The Nueva Zelandia school is leading a pioneering experience of community electricity generation with solar panels that will reduce the cost of consumption for the school and 20 local families taking part in the project in the poor municipality of Independencia to the north of Santiago. To this initiative, the school will add another one to recycle gray water to irrigate the gardens. CREDIT: Orlando Milesi/IPS
  • by Orlando Milesi (santiago)
  • Inter Press Service

This long, narrow country of 19.5 million people, rich in solar energy due to the northern Atacama Desert as well as wind thanks to its location between the Pacific Ocean and the Andes Mountains, can accelerate the transition to carbon neutrality, thanks to non-conventional renewable energies (NCRE), which also include hydroelectricity.

On Jul. 28 at 15:00 hours, NCRE broke the record for hourly participation in electricity generation in the country, accounting for 62.3 percent of the total. In 2021, renewable generation accounted for 44.8 percent of all electricity generated, equivalent to 35,892 gigawatt hours (GWh). The total generated that year was 80,116 GWh.

Ana Lía Rojas, executive director of the Chilean Association of Renewable Energies and Storage (Acera), which brings together companies in the field, said that all sectors are making progress in NCRE, especially energy and mining.

Acera estimated that 2022 could end with 13,000 to 14,000 megawatts (MW) of NCRE installed, and in fact there were already more than 12,370 MW in May.

“It’s been a long while since we represented 10 percent, we surpassed 20 percent five years before the date set by law and NCRE are currently above 35 percent of the total. This is a worldwide milestone,” said Rojas.

The target is now 50 percent in the next few years and 70 percent by 2030.

Andrés Díaz, director of the Center for Sustainable Energy and Development at the private Diego Portales University, said “the increase in the share of NCRE in the energy mix, as well as the promotion of storage systems, is fundamental as part of the energy transition we are facing.

“When it comes to meeting the greenhouse gas emission reduction targets resulting from the retirement of coal-fired plants, NCRE must be able to ensure stability in the electric power system,” he told IPS.
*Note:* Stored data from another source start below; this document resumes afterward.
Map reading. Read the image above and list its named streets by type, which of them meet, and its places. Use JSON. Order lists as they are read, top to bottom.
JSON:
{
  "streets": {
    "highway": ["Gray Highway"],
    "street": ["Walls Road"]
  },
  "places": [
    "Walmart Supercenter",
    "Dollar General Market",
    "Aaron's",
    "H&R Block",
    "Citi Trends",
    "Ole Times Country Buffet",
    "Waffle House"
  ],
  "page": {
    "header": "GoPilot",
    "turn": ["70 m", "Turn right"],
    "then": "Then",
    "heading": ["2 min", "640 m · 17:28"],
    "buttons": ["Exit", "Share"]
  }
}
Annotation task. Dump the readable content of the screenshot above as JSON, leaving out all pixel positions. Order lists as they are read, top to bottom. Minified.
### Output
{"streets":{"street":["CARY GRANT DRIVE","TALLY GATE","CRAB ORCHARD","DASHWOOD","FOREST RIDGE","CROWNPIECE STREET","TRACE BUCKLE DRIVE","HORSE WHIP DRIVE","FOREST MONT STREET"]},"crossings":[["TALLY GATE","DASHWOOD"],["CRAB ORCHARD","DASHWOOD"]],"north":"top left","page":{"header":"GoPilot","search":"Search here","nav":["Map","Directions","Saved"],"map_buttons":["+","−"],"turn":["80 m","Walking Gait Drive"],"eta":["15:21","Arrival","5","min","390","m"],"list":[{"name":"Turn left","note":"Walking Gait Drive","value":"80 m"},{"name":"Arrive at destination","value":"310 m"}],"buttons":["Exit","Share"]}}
Díaz added that this implies providing the capacity to act in the event of possible failures in the transmission systems.

Community generation lacks momentum

These enormous advances in NCRE have not gone hand in hand with the meager development of community generation projects, the distributed or decentralized generation modality focused on self-consumption, mostly solar and collectively owned.

Nicolás O’Ryan, an electrical civil engineer and founding partner of Red Genera, promoted a community NCRE project at the Nueva Zelandia school in the low-income municipality of Independencia, on the northern outskirts of Santiago, by installing solar panels on the roof of the gymnasium.

The initiative is one of the very few promoted using Law 21118, which has been in force for two years, to encourage community electricity generation, also known as citizen generation.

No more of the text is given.